The proposed SDBS could provide patient-specific treatment based on sodium/potassium channel conductance variations of brain neurons. It will help increase the use of deep brain stimulation techniques and reduce sudden death. Furthermore, the proposed technique will be extended to neural network models with larger neuronal populations to improve the practical feasibility.
癫痫是世界上最常见的神经系统疾病。为了控制癫痫,深部脑刺激是一种广泛接受的治疗技术。然而,传统的深部脑刺激技术提供持续刺激,而不优化刺激参数,导致不良的副作用和意外死亡。因此,了解大脑神经网络在细胞水平上的动态行为对于针对特定患者的癫痫治疗是必要的。考虑到大脑神经网络中单神经元变化的潜在机制,基于计算模型的技术为医疗保健带来了新的面貌,旨在为临床前研究开发有效的医疗设备。

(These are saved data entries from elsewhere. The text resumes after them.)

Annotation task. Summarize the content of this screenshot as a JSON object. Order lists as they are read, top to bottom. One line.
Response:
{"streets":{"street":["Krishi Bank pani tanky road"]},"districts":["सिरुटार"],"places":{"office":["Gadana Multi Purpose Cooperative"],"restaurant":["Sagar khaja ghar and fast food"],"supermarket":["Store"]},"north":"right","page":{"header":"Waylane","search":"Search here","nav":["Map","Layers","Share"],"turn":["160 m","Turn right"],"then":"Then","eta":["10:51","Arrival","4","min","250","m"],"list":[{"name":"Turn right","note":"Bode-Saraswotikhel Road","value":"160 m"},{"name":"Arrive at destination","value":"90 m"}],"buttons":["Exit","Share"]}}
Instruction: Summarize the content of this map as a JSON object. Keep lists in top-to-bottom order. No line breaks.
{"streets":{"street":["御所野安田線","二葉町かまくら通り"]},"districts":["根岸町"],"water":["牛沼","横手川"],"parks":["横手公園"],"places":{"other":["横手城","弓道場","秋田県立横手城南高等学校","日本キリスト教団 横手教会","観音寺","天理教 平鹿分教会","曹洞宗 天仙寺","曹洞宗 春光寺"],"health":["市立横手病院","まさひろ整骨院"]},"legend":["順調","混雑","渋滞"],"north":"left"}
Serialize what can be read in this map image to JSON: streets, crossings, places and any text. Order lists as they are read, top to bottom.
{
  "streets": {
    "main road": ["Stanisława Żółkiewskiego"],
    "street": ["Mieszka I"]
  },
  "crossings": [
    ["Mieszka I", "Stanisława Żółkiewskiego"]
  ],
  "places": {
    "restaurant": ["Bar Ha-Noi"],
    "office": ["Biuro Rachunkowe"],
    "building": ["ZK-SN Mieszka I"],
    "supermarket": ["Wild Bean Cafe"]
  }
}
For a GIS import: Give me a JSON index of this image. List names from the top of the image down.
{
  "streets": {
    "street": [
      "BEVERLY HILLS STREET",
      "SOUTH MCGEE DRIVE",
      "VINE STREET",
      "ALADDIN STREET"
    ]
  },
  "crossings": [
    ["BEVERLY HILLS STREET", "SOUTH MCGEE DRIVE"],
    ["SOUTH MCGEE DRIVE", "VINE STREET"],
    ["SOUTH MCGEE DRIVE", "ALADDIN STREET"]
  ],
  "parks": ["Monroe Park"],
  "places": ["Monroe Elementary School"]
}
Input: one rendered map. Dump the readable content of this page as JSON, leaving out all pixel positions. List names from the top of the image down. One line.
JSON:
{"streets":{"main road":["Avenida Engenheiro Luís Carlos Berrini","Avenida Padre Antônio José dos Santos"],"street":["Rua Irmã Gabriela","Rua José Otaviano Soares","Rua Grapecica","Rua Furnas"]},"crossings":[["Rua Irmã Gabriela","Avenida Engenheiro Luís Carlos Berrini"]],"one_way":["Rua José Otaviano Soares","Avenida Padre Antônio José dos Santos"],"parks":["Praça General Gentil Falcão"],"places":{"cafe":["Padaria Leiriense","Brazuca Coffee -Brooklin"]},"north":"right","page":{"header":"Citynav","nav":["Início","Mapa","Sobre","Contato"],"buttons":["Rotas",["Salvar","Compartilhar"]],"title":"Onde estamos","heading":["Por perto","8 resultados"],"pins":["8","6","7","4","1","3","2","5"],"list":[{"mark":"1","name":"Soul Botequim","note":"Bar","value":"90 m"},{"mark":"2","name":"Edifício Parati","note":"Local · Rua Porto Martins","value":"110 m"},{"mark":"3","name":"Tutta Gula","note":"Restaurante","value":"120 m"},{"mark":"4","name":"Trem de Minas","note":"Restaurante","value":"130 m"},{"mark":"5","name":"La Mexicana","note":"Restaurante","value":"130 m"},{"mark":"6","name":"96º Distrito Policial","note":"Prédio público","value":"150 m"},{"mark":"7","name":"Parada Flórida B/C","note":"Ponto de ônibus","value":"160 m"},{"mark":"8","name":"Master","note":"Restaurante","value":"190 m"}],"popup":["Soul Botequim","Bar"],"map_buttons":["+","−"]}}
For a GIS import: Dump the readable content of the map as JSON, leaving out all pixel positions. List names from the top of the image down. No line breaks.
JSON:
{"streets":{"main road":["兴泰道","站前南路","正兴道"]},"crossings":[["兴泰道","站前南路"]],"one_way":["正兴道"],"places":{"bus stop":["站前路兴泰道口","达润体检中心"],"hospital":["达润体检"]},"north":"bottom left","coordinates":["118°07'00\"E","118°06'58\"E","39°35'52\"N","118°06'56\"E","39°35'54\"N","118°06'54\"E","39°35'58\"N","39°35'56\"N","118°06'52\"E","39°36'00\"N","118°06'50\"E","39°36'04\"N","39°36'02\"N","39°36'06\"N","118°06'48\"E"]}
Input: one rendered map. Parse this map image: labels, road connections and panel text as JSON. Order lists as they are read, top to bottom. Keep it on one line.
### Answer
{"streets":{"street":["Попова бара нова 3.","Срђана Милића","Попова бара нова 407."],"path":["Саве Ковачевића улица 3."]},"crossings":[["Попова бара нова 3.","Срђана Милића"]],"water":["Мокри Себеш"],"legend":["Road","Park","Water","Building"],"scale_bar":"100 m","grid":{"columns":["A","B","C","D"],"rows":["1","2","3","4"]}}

本文讨论了使用 Hodgkin-Huxley (HH) 脑神经元传导模型设计智能深部脑刺激器 (SDBS),以自动检测、预测和调节针对特定患者的癫痫。由于单神经元 HH 模型中的钠和钾通道电导变化,癫痫活动被模拟为动作电位的尖峰序列。所提出的 SDBS 由三个部分组成:i)使用基于装袋和提升的集成机器学习分类器进行癫痫发作检测,ii)使用基于长短期记忆-递归神经网络 (LSTM-RNN) 的深度神经网络 (DNN) 预测通道电导,以更新脑神经元的模型参数,以及 iii)使用非线性自回归移动平均-L2 (NARMA-L2) 控制器和非线性模型预测控制器 (NMPC) 进行基于模型的癫痫发作智能控制。
为了进行有效的治疗,提高 SDBS 的整体准确性和效率至关重要。对于癫痫检测,集成装袋机器学习算法提供了 92.7%的更高准确性,而集成提升算法则提供了 88.6%的准确性。具有四层的 LSTM-RNN 深度神经网络模型分别预测钠和钾通道电导的变化,均方根误差 (RMSE) 分别为 0.00568 和 0.009081。从具有智能控制方案的 SDBS 的闭环性能来看,观察到具有 NMPC 的 SDBS 可提供高效且准确的刺激,同时消耗最小的能量。从稳定性的角度来看,具有 NMPC 的 SDBS 比具有 NARMA-L2 控制器的 SDBS 提供了更好的稳定性。
所提出的 SDBS 旨在根据单个神经元的神经元活动为具有特定条件的癫痫患者生成准确的刺激脉冲。此外,它还将适应癫痫患者的动态条件。现有的深部脑刺激器持续提供刺激脉冲,而不适应患者的情况。
所提出的 SDBS 可以基于大脑神经元的钠/钾通道电导变化提供针对特定患者的治疗。它将有助于增加深部脑刺激技术的使用,并降低猝死的风险。此外,该技术将扩展到具有更大神经元群体的神经网络模型,以提高实际可行性。